- Celestia has raised $55 million to put toward its modular blockchain network development
- Investors include Bain Capital Crypto, FTX Ventures and Jump Crypto
Blockchain scaling startup Celestia has raised $55 million in a push to bolster its Web3 development aims.
The round is earmarked for creating a modular blockchain network, Celestia said Wednesday. The round was led by Bain Capital Crypto and Polychain Capital, and participants include Spartan Group, FTX Ventures and Jump Crypto.
Modular blockchains — opposed to monolithic blockchains — are, in theory, highly scalable and segmented. They are made up of specialized chains, which “are less constrained and break the rigidity of monolithic chains into flexible components, promising greater scale, security, and decentralization,” Celestia wrote in a blog.
“Modular blockchains will define the next decade of Web3 innovation,” Mustafa Al-Bassam, a Celestia co-founder, said.
For the past decade, crypto has been dominated by relatively monolithic layer-1 smart contract platforms, which have sacrificed decentralization and security to make room for cheaper transactions, according to Al-Bassam.
“Unlike what is seen in sharding, with Celestia, non-consensus nodes will still enhance throughput and security,” Blockworks research wrote in a report. “The network prioritizes scaling block verification instead of block production.”
Modular blockchain projects Eclipse, Constellation and dYmension already use Celestia for their data availability layer, the company said, one illustration of demand.
“Modular designs are unlocking rapid experimentation across the decentralized application stack,” Alex Evans, a partner at Bain Capital Crypto, said. “By minimizing base-layer complexity, Celestia offers cleaner abstractions for developers and greater sovereignty for communities of users.”
The capital raise comes as venture dollars continue to hold strong — even amid turbulent market conditions. Last month, Sardine, a blockchain transaction security company, finalized a $51.5 million venture raise for product development.
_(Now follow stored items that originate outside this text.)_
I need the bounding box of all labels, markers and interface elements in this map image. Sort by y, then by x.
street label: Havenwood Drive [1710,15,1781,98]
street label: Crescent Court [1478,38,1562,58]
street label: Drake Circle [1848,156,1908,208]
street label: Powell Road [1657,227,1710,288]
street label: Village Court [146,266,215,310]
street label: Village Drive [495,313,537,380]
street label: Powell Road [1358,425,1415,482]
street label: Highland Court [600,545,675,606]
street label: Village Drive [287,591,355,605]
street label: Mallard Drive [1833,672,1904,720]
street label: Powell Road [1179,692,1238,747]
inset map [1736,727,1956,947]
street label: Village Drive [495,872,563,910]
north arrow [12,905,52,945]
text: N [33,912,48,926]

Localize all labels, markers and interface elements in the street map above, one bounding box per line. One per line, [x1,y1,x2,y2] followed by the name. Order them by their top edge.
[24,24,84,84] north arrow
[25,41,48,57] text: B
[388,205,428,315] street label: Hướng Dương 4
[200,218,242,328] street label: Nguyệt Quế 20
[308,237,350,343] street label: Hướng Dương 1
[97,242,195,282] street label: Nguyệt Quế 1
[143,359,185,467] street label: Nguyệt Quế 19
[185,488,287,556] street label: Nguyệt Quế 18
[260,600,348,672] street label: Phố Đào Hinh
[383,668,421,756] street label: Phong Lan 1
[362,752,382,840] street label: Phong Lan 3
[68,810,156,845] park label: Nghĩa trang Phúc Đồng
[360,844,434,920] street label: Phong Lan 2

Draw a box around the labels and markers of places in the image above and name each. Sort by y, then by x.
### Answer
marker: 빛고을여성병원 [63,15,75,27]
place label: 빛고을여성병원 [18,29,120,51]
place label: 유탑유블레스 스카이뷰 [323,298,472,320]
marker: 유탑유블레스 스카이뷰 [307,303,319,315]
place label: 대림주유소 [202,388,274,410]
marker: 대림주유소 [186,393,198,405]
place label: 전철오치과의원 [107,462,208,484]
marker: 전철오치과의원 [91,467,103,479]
Also in September, North Island Ventures closed a $125 million fund to back promising crypto and Web3 projects.
Venture funding is likely only just starting to pick up again after the market downturn though, Cathie Wood, CEO of Ark Invest, said during a recent panel discussion in New York.
“I think venture has been taking cues from public markets lately,” Wood said. “I think when the public market starts turning around, venture funding will turn around furiously. The private markets are pricing innovation more correctly than the public markets are right now.”